== RECORDS PROVIDED ==

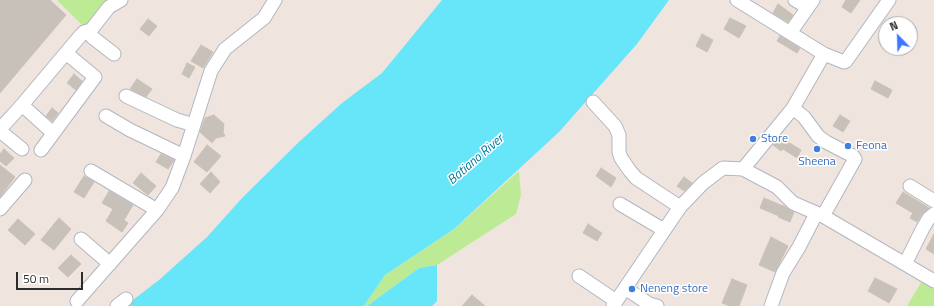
<!DOCTYPE html>
<html>
<head>
<meta charset="utf-8">
<style>
  body { margin:0 }
  #map { position:relative; width:934px; height:306px; overflow:hidden; background:#efe5de; font-family:"Titillium Web",sans-serif }
  canvas { display:block }
  .north { position:absolute; left:878px; top:16px; width:40px; height:40px; box-sizing:border-box; background:#fff; border:1px solid #ababab; border-radius:50%; rotate:337deg; font-size:11px; font-weight:700; line-height:16px; text-align:center; color:#2c2c2c }
  .north::after { content:''; display:block; margin:auto; width:14px; height:18px; background:#3b78ff; clip-path:polygon(50% 0,100% 100%,50% 72%,0 100%) }
  .scale { position:absolute; left:16px; top:272px; width:67px; height:18px; box-sizing:border-box; border:2px solid #2c2c2c; border-top:0; padding-left:5px; font-size:12px; line-height:14px; white-space:nowrap; color:#2c2c2c; -webkit-text-stroke:3px #fff; paint-order:stroke }
</style>
</head>
<body>
<div id="map">
<canvas width="934" height="306"></canvas>
<div class="north">N</div>
<div class="scale">50 m</div>
</div>
<script>
const ctx = document.querySelector('canvas').getContext('2d');
ctx.lineJoin = 'round';
function fillPath(path, color) {
  ctx.fillStyle = color;
  ctx.fill(path, 'evenodd');
}
function toPath(rows) {
  const path = new Path2D();
  for (const r of rows) {
    path.moveTo(r[0], r[1]);
    for (let i = 2; i < r.length; i += 2) path.lineTo(r[i], r[i + 1]);
  }
  return path;
}
function strokePath(path, color, width, dash) {
  ctx.strokeStyle = color;
  ctx.lineWidth = width;
  ctx.lineCap = dash ? 'butt' : 'round';
  ctx.setLineDash(dash || []);
  ctx.stroke(path);
}
function write(font, color, halo, rows, align = 'center') {
  ctx.font = font + ' "Titillium Web",sans-serif';
  ctx.lineWidth = 3;
  ctx.setLineDash([]);
  ctx.textBaseline = 'middle';
  ctx.strokeStyle = halo;
  ctx.fillStyle = color;
  for (const [text, x, y, turn = 0] of rows) {
    ctx.save();
    ctx.translate(x, y);
    ctx.rotate((+turn || 0) * Math.PI / 180);
    ctx.textAlign = isNaN(turn) ? turn : align;
    if (halo) ctx.strokeText(text, 0, 0);
    ctx.fillText(text, 0, 0);
    ctx.restore();
  }
}
fillPath(toPath([
  [57,0,117,0,87,30],
  [519,171,521,195,516,214,437,265,419,268,367,306,364,306,385,275,454,229],
  [922,281,934,288,934,306,907,306]
]), '#bdeb95');
fillPath(toPath([
  [442,0,669,0,637,44,559,132,454,229,385,275,364,306,125,306,159,280,207,237,243,197,300,141,342,103,382,73],
  [437,265,437,301,432,306,367,306,419,268]
]), '#67e6fa');
const building = toPath([
  [0,0,50,0,66,15,0,93,0,0],
  [846,0,860,0,851,13,842,7,846,0],
  [778,4,793,15,788,22,773,13,778,4],
  [730,18,746,26,739,38,724,29,730,18],
  [148,19,157,26,149,36,140,29,148,19],
  [702,34,713,40,707,52,696,46,702,34],
  [780,36,800,48,797,53,777,41,780,36],
  [201,45,213,52,203,68,191,61,201,45],
  [187,63,195,67,189,78,182,74,187,63],
  [74,74,82,81,76,90,67,83,74,74],
  [137,79,152,89,146,97,130,89,137,79],
  [875,81,892,90,888,98,871,89,875,81],
  [52,108,58,113,52,121,46,116,52,108],
  [214,115,224,124,223,132,225,136,216,138,212,143,200,132,205,118,214,115],
  [840,115,850,121,843,132,833,126,840,115],
  [781,135,789,141,788,142,801,150,797,158,783,149,781,151,773,145,781,135],
  [207,145,221,156,207,172,194,162,207,145],
  [4,149,14,158,6,166,0,161,0,154,4,149],
  [161,154,174,160,168,169,156,162,161,154],
  [0,165,15,177,0,197,0,165],
  [601,168,616,178,611,187,596,176,601,168],
  [211,172,220,182,210,193,200,184,211,172],
  [141,173,156,186,148,195,133,183,141,173],
  [84,176,94,182,84,198,74,192,84,176],
  [684,177,692,183,684,191,677,186,684,177],
  [109,191,133,205,124,220,128,223,122,232,106,221,113,209,102,203,109,191],
  [903,192,929,208,922,214,917,222,910,218,913,213,896,203,903,192],
  [764,198,783,206,783,205,788,209,794,212,790,222,778,217,779,216,760,208,764,198],
  [59,218,71,229,54,250,41,240,59,218],
  [18,219,35,234,25,245,8,230,18,219],
  [588,224,602,233,597,241,583,233,588,224],
  [934,234,934,254,926,249,934,234],
  [771,237,788,246,775,272,759,265,771,237],
  [71,255,81,264,68,277,58,268,71,255],
  [875,278,897,289,889,303,868,291,875,278],
  [732,279,747,285,739,306,730,306,722,303,732,279],
  [472,295,485,306,462,306,472,295]
]);
fillPath(building, '#c7c1b9');
strokePath(building, '#cbc1b7', 1);
const minor = toPath([
  [737,0,824,54],
  [795,0,807,7],
  [88,31,92,37,114,54],
  [790,33,813,0],
  [126,96,177,120,194,125],
  [593,102,615,126,619,135,619,152,621,158,630,171,636,178,680,207],
  [22,105,53,133],
  [793,108,804,117,818,136,826,142,853,156,855,159,823,216],
  [106,116,130,130,184,156,211,71,225,49,264,18,275,0],
  [0,129,22,105,81,35,84,32,91,30,109,7,121,0],
  [0,131,22,149],
  [41,150,95,77,66,53],
  [743,169,777,187,793,203,823,216,934,281],
  [91,171,157,210],
  [910,186,934,201],
  [620,204,664,230],
  [0,209,25,180],
  [81,239,110,264],
  [905,264,923,228,929,218,934,214],
  [579,276,616,301],
  [625,288,649,304,657,306],
  [77,301,157,210,172,188,184,156],
  [117,306,126,299],
  [613,306,680,207,703,183,723,168,743,169,793,108,824,54,844,62,846,61,889,0],
  [771,306,783,273,799,247,816,214]
]);
strokePath(minor, '#b2b6c1', 15);
strokePath(minor, '#fff', 13);
for (const [x, y, r, color] of [
  [753,139,4,"#3f7fe0"],
  [848,146,4,"#3f7fe0"],
  [817,149,4,"#3f7fe0"],
  [632,289,4,"#3f7fe0"]
]) {
  const dot = new Path2D();
  dot.arc(x, y, r, 0, 2 * Math.PI);
  ctx.fillStyle = color;
  ctx.fill(dot);
  strokePath(dot, '#fff', 1.5);
}
write('12px', '#366cbe', '#fff', [
  ["Store",761,139],
  ["Feona",856,146],
  ["Sheena",817,162,"center"],
  ["Neneng store",640,289]
], 'left');
write('italic 13px', '#027b9d', '#fff', [
  ["Batiano River",476,160,-41]
]);
</script>
</body>
</html>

===

### REQUIREMENT:
Number of lines above with the word "rows": supply it alone.

### RESPONSE:
4